**ACTION ITEM**
For these records, count the lines containing the word "labels" and respond with the number alone.

Saved entries:
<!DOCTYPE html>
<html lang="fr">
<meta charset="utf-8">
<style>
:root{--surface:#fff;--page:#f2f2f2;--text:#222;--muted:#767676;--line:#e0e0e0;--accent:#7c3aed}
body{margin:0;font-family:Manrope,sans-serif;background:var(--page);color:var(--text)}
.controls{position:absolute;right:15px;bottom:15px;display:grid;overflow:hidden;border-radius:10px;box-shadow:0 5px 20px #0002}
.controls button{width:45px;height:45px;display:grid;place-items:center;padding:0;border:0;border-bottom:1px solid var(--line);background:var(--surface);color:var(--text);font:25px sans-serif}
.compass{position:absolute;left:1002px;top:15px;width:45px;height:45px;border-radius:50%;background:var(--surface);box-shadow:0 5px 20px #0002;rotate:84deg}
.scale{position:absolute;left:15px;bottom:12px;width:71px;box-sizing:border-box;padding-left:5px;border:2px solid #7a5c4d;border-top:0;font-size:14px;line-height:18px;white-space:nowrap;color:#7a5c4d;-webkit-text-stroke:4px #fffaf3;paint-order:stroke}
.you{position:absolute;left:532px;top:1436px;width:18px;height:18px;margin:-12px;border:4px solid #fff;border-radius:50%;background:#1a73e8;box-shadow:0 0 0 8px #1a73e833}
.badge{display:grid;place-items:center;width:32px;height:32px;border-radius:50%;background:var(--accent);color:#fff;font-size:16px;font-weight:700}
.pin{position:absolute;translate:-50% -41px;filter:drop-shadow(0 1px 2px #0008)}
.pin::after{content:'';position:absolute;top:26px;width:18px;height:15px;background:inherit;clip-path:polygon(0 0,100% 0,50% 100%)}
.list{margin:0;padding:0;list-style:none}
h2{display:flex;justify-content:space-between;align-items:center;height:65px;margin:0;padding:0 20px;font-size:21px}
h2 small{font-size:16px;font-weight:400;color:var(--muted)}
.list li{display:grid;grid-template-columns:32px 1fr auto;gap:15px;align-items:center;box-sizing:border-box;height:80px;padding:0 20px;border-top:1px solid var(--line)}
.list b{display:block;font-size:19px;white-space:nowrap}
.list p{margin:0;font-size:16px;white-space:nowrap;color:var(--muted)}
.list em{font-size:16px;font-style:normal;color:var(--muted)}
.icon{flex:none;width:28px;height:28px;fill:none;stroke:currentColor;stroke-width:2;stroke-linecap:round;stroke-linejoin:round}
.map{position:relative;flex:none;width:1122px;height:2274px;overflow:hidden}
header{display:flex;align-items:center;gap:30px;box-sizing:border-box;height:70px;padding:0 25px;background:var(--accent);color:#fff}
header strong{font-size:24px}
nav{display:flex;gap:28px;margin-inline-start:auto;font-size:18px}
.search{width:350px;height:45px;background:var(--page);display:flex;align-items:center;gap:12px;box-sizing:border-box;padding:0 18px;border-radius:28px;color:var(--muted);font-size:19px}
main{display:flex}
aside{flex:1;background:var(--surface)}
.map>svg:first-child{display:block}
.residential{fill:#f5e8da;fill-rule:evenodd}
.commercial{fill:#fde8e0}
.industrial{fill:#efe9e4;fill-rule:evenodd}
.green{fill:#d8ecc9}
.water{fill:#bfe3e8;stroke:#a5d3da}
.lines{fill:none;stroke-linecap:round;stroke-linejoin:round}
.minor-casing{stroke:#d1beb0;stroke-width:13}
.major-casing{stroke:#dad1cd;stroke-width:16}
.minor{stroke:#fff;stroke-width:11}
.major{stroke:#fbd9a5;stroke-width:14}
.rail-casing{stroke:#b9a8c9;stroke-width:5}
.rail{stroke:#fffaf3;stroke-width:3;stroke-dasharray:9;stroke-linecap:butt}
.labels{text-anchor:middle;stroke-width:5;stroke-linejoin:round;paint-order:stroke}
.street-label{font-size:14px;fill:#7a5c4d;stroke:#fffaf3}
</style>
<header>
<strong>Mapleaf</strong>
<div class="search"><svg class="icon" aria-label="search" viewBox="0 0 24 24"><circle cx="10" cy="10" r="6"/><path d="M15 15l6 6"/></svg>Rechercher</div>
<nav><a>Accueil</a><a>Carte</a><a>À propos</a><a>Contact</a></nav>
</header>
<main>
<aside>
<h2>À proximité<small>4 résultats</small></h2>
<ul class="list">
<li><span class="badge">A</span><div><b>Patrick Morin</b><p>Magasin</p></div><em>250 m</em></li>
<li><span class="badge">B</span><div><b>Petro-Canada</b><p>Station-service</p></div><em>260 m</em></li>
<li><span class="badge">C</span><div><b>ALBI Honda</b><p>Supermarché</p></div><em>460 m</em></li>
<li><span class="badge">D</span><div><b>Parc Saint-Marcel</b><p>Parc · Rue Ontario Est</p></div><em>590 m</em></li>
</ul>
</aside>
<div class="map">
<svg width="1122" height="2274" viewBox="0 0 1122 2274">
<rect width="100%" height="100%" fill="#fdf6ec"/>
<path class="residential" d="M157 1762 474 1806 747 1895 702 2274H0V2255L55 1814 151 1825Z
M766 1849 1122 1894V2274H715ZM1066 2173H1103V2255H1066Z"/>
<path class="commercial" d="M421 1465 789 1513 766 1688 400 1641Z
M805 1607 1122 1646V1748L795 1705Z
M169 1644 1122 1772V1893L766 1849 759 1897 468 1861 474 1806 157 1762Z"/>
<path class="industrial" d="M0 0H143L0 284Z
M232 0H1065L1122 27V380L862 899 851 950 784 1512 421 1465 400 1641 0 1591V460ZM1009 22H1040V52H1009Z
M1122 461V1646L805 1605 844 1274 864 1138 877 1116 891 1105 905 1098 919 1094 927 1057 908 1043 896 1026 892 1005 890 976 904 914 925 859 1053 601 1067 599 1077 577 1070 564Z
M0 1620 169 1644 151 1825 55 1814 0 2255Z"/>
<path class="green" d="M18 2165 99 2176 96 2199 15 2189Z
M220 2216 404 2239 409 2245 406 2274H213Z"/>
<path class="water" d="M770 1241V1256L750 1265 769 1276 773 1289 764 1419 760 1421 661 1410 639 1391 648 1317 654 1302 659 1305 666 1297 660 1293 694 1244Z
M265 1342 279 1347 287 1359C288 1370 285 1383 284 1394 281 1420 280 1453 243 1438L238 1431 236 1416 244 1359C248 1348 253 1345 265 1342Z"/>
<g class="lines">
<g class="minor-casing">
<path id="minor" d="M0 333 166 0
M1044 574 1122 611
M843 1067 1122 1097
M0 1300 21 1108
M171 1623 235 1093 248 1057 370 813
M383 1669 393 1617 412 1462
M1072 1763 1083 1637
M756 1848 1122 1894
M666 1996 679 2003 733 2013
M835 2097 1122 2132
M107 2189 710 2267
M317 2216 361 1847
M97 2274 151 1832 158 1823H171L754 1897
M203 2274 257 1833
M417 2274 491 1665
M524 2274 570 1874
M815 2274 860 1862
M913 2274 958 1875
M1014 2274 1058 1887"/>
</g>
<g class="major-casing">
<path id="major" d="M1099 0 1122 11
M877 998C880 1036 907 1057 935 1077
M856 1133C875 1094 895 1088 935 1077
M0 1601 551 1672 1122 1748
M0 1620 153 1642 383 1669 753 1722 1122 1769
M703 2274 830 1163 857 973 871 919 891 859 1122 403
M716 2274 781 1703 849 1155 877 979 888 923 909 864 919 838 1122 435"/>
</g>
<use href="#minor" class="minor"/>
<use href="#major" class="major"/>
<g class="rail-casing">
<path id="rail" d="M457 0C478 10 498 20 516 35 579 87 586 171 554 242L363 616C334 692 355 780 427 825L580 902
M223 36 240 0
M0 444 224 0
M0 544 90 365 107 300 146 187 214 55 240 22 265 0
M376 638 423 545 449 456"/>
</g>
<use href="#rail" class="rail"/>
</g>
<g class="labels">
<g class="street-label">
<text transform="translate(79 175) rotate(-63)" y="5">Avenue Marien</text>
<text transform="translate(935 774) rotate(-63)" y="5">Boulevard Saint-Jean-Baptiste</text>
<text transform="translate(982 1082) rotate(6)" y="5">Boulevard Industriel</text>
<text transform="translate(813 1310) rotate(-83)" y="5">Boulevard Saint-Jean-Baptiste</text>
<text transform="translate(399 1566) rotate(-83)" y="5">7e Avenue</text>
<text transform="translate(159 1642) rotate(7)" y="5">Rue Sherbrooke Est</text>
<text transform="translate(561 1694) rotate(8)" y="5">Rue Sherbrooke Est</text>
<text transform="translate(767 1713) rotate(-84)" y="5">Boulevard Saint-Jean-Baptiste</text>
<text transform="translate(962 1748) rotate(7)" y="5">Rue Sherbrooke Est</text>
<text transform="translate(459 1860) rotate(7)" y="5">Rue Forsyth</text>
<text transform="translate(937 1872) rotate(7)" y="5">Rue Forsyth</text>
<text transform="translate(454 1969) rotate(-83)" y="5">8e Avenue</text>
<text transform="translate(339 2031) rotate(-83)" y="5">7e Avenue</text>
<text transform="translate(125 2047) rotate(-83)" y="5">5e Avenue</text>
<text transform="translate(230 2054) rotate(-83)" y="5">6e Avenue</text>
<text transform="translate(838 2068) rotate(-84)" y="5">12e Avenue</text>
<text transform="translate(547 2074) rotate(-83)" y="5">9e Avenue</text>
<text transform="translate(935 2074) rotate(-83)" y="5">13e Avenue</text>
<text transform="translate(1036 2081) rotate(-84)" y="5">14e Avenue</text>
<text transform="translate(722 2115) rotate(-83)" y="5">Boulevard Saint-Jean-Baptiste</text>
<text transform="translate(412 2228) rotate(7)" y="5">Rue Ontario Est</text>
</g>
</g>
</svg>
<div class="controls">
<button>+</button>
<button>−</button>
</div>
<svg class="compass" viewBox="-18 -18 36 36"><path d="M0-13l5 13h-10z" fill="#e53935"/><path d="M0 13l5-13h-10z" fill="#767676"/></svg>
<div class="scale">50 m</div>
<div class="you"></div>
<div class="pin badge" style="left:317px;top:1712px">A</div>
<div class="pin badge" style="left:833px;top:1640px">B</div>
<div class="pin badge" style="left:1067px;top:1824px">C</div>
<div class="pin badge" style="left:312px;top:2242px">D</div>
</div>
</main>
--
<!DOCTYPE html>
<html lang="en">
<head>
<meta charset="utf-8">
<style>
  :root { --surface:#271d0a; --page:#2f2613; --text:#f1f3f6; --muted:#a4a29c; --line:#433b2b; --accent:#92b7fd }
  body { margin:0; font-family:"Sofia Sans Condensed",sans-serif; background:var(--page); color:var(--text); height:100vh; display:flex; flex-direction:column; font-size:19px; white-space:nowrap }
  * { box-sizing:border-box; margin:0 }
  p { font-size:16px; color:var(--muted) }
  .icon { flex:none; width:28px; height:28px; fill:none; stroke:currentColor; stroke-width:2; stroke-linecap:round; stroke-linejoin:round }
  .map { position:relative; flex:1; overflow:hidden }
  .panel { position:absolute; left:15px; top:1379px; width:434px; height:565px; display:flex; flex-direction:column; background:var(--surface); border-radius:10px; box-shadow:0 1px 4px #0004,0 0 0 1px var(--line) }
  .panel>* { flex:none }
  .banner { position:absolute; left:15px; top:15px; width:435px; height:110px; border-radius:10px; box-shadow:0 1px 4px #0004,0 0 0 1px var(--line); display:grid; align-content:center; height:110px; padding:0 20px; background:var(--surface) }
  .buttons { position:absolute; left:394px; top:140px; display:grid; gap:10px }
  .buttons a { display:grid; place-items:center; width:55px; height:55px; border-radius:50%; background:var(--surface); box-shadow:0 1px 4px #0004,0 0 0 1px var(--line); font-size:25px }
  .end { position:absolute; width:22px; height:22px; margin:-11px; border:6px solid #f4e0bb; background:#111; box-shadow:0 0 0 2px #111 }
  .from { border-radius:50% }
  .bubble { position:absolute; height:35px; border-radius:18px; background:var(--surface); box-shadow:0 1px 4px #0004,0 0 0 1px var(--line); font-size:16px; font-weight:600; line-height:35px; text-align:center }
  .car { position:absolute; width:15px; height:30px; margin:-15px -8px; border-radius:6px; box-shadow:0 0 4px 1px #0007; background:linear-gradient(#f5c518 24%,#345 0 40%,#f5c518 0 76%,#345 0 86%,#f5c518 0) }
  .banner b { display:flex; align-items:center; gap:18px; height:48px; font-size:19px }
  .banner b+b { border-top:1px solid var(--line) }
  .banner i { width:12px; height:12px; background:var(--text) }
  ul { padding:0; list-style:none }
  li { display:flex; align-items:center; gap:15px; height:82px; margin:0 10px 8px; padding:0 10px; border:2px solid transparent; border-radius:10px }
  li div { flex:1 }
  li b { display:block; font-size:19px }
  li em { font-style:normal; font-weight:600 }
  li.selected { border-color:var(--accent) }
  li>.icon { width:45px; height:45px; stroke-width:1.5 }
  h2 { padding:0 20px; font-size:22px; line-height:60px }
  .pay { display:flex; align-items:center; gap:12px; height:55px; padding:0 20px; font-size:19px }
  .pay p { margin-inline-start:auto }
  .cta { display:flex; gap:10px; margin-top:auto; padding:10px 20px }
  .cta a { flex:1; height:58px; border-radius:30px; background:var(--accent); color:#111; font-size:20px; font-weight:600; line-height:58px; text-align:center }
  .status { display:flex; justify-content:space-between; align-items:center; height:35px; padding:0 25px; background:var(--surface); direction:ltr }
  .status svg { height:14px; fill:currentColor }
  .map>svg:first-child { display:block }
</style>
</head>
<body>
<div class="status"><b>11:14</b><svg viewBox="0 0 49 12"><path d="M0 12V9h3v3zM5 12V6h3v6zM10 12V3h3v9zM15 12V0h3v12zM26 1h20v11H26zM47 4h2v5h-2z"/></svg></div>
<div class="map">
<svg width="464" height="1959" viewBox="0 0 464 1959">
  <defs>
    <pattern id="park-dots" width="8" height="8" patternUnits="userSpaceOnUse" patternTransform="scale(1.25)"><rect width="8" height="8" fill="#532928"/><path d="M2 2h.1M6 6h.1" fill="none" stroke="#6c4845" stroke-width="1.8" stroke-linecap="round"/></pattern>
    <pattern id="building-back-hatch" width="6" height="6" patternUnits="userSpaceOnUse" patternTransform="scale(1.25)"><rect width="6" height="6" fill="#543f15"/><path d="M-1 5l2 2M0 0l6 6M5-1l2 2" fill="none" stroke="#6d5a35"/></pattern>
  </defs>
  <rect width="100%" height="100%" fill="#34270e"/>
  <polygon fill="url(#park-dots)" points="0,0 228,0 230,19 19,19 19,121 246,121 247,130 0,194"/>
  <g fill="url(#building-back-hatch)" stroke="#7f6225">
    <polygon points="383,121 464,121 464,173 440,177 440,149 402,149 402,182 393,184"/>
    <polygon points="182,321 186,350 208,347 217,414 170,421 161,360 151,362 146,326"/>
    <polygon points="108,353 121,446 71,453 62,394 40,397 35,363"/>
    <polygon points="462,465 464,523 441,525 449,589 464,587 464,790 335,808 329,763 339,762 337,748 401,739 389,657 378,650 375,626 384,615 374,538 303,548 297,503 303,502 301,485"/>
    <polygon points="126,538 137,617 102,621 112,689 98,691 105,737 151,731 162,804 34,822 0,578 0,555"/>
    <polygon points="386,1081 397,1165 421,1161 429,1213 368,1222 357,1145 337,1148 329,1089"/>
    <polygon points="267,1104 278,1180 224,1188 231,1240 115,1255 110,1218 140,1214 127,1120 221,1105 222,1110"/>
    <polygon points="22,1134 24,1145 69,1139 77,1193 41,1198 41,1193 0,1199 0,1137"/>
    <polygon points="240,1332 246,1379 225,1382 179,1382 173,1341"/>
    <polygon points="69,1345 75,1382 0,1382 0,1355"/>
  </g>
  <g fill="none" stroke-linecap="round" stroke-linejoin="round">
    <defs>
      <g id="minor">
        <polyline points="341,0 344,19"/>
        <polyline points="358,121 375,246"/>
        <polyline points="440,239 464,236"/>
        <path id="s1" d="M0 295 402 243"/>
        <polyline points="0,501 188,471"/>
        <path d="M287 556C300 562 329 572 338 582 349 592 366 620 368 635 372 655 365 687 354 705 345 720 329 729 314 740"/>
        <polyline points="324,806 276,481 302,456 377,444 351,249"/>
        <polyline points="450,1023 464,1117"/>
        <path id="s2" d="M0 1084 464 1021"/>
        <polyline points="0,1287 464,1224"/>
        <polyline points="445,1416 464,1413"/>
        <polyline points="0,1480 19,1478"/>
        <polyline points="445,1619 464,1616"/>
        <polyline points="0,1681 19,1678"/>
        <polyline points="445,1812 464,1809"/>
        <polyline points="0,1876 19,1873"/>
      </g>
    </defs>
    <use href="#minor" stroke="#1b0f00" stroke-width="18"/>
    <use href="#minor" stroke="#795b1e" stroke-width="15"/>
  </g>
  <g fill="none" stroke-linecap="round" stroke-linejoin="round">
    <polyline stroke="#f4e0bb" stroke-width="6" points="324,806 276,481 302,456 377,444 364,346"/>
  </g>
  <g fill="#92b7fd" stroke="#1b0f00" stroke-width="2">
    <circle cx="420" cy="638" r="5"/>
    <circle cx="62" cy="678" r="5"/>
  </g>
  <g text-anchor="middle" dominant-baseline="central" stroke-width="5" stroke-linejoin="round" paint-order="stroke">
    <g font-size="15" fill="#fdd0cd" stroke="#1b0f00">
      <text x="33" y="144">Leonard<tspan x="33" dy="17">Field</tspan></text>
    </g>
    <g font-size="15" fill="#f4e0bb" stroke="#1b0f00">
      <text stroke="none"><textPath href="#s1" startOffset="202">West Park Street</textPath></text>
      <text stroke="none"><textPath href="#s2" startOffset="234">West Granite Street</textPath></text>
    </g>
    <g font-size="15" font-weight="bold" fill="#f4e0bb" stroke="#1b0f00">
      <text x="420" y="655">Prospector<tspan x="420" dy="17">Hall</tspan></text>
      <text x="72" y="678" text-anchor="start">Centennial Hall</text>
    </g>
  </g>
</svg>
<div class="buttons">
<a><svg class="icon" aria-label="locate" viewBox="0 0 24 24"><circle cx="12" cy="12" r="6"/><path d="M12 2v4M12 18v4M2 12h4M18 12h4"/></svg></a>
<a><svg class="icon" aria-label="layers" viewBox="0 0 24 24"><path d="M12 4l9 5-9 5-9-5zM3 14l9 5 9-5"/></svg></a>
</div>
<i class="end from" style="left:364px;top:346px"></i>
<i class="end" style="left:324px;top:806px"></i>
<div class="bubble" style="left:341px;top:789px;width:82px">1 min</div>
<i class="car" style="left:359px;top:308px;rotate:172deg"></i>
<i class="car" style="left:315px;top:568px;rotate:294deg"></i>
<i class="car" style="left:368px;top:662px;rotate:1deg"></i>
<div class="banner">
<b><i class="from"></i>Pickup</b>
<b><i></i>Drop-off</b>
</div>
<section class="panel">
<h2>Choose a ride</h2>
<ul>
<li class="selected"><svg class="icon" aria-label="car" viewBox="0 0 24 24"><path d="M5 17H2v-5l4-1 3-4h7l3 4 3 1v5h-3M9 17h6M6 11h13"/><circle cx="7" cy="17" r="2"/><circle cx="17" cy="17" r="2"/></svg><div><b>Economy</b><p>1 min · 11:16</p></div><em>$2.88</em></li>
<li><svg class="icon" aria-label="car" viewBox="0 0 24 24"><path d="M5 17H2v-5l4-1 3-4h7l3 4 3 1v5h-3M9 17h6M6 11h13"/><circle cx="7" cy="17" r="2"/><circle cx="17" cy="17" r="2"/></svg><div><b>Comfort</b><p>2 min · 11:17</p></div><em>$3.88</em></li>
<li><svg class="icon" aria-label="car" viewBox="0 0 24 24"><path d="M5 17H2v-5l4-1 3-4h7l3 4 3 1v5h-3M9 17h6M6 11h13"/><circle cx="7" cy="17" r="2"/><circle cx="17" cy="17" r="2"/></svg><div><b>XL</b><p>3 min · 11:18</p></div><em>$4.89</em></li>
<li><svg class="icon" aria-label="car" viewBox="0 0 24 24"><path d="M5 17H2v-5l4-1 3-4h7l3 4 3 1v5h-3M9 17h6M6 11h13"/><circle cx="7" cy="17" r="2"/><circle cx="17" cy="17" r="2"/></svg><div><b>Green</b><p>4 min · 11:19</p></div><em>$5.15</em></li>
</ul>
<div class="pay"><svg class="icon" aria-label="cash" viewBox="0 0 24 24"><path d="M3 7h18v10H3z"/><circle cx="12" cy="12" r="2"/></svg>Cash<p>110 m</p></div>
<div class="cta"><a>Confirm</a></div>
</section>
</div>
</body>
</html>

**RESULT OF THE TASK**
2